The International Society on Thrombosis and Haemostasis (ISTH) recently updated their 2020 guideline regarding the management of thrombotic thrombocytopenic purpura due to the emergence of new information regarding immune thrombotic thrombocytopenic purpura (iTTP) and congenital thrombotic thrombocytopenic purpura (cTTP). `
In March of 2024, the ISTH gathered a panel of hematologists, intensivists, nephrologists, pathologists, patient representatives, and a methodology team to appraise evidence and formulate recommendations using the GRADE method. Since the 2020 guideline was published, new and improved tools for diagnosis have emerged, along with a better refined treatment protocols, a stronger understanding of pathophysiology, and advancements of new targeted therapies.
The update panel sorted previously issued recommendations into three groups: recommendations not requiring an update; recommendations requiring incorporation of new evidence, but with no anticipated change in directionality and strength of recommendation; and new recommendations to be issued or previous recommendations requiring assessment, vote, and update considering new evidence.
In total, there was one new recommendation, one updated good practice statement, three recommendations received minimal updates, and another received a notable update.
New in 2025
- Recommendation 8B: For patients with cTTP who are in remission, the guideline panel recommends recombinantADAMTS-13over plasma infusion to prevent acute episodes. (A strong recommendation in the context of moderate certainty evidence).
The original 2020 guidelines featured good practice statements to accompany the recommendations. Statement 19 was the only statement to receive a notable update in the 2025 guideline update.
- Good Practice Statement 19: Prophylactic dosing of anticoagulants, most likely low molecular weight heparin, could be considered for patients with iTTP with recovered platelet counts >50 × 109/L, and for those with an increased risk of venous thrombosis (eg, history of recurrent VTE, cancer, and recent surgery).

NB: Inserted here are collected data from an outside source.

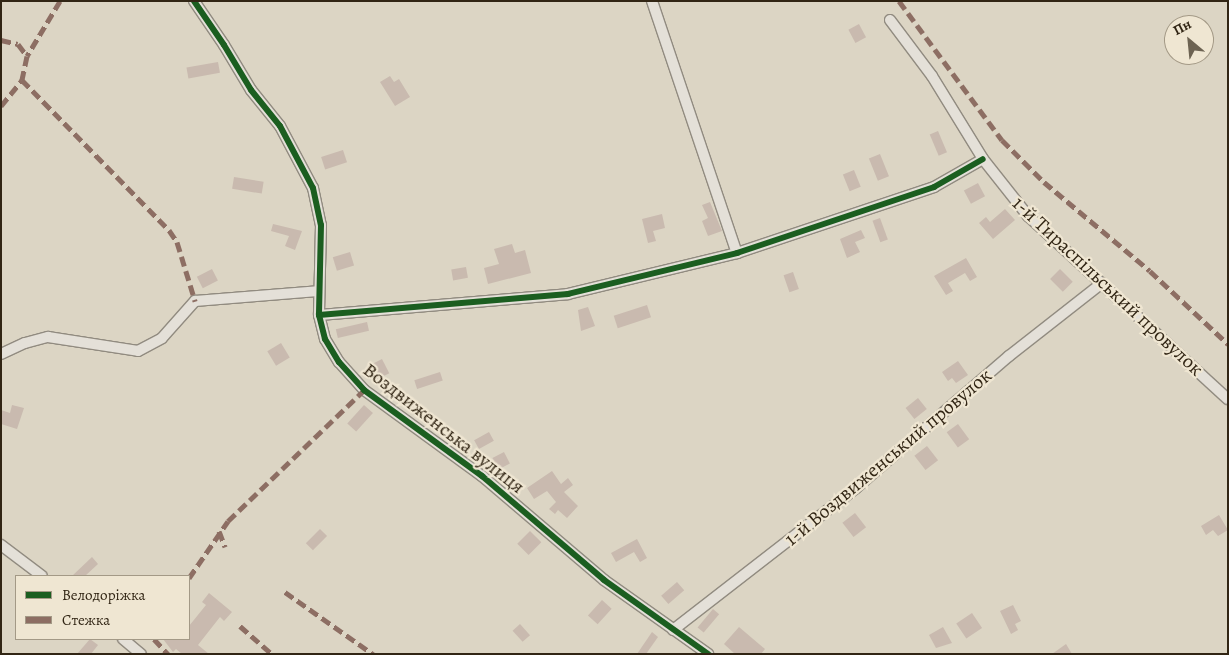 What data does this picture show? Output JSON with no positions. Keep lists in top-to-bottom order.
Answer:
{
  "streets": {
    "street": ["1-й Тираспільський провулок", "Воздвиженська вулиця", "1-й Воздвиженський провулок"]
  },
  "crossings": [
    ["1-й Тираспільський провулок", "1-й Воздвиженський провулок"],
    ["Воздвиженська вулиця", "1-й Воздвиженський провулок"]
  ],
  "legend": ["Велодоріжка", "Стежка"],
  "north": "top left"
}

For the optimal management of patients with iTTP and major thrombotic events (eg, stroke, acute myocardial infarction), a multidisciplinary team including hematologists, neurologists, and cardiologists should be consulted.
Updated in 2025
For the following recommendations, new evidence was added, but the strength and direction of the recommendation remains the same:
- Recommendation 1: For patients with iTTP experiencing a first acute event, the Panel recommends the addition of corticosteroids to TPE over TPE alone. (A strong recommendation in the context of very low certainty evidence).
- Recommendation 2: For patients with iTTP experiencing their first acute event, the panel suggests the addition of rituximab to corticosteroids and TPE over corticosteroids and TPE alone. (A conditional recommendation in the context of very low certainty evidence).

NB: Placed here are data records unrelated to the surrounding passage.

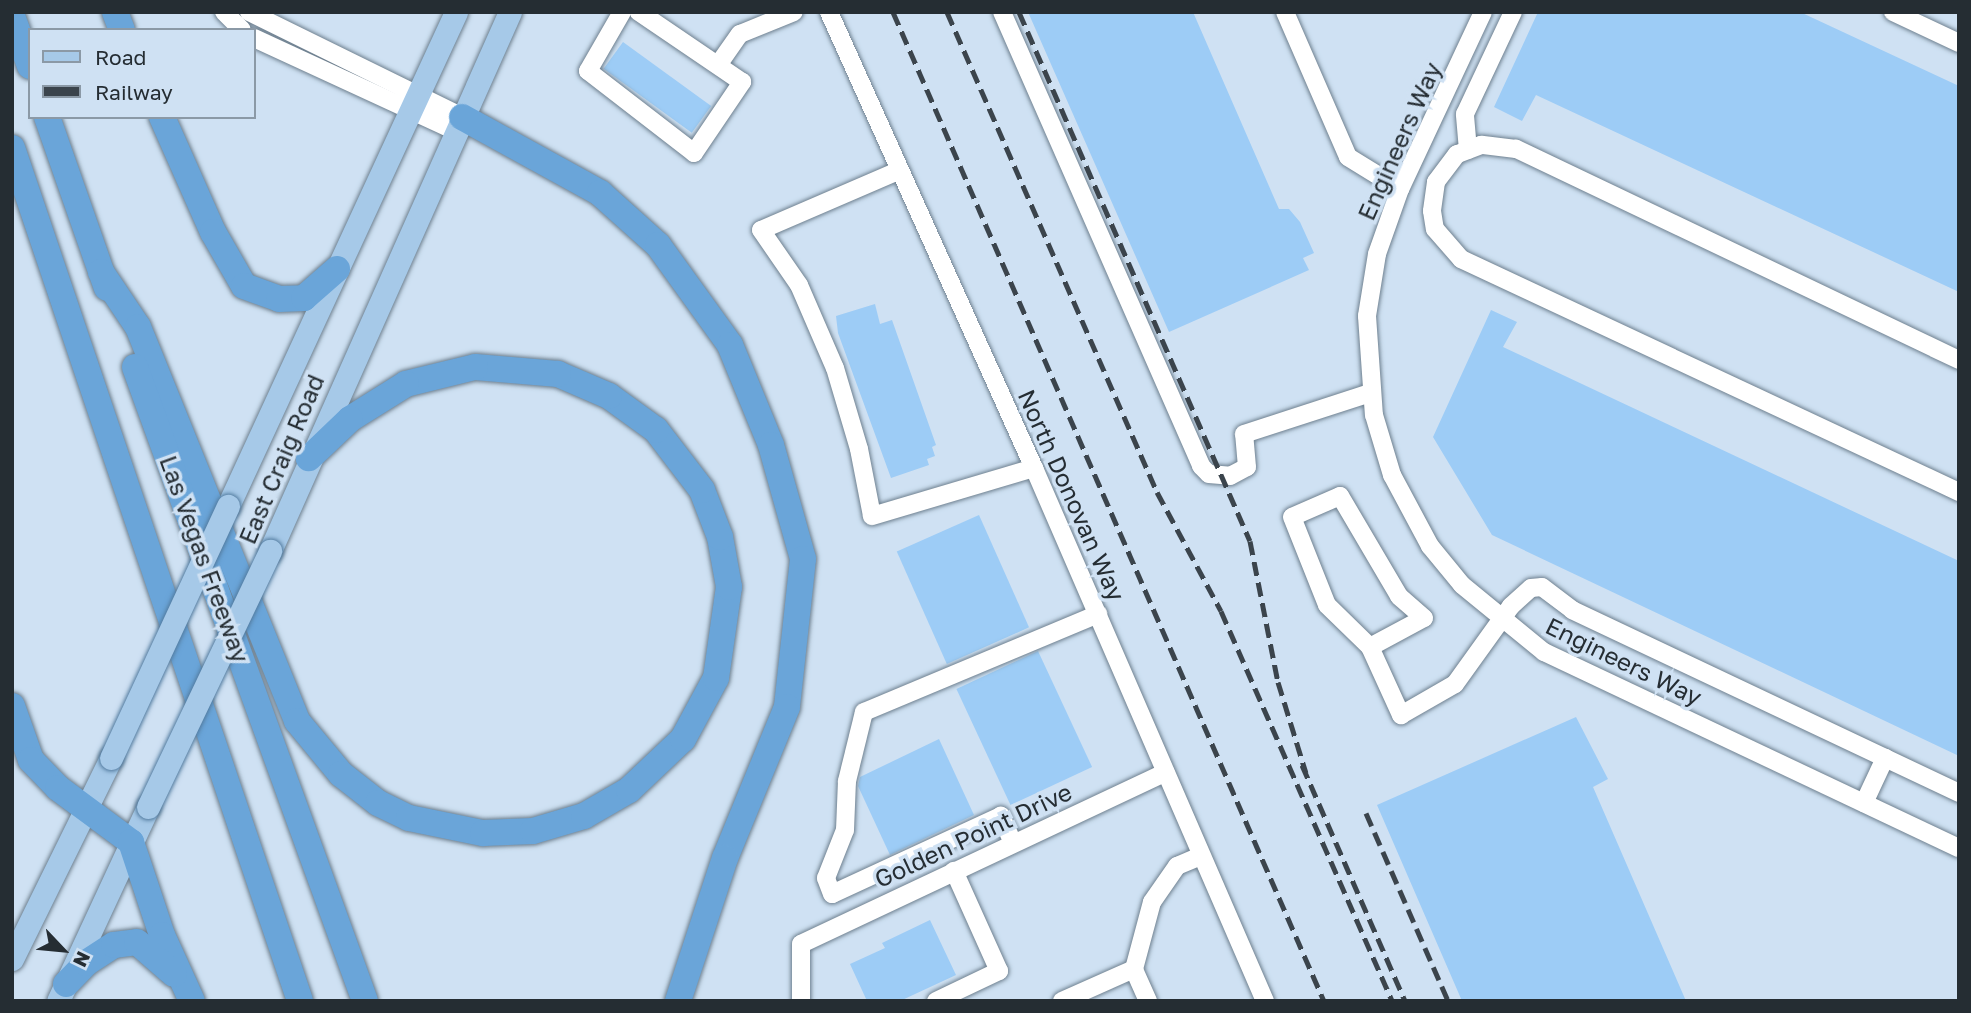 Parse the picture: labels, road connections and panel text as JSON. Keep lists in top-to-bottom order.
{
  "streets": {
    "highway": ["Las Vegas Freeway"],
    "main road": ["East Craig Road"],
    "street": ["Engineers Way", "North Donovan Way", "Golden Point Drive"]
  },
  "crossings": [
    ["North Donovan Way", "Golden Point Drive"]
  ],
  "legend": ["Road", "Railway"],
  "north": "bottom right"
}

- Recommendation 5: For patients with iTTP experiencing an acute event (first event or relapse), the panel suggests using caplacizumab over not using caplacizumab. (A conditional recommendation in the context of moderate certainty evidence).
Recommendation 7 received a change in direction from neutral to in favor of plasma infusion.
- Recommendation 7: For patients with cTTP who are in remission, the panel suggests prophylaxis with plasma infusion over a watch-and-wait strategy. (A conditional recommendation in the context of very low certainty evidence).
The full-text version of the guideline update is available online, via the Journal of Thrombosis and Haemostasis.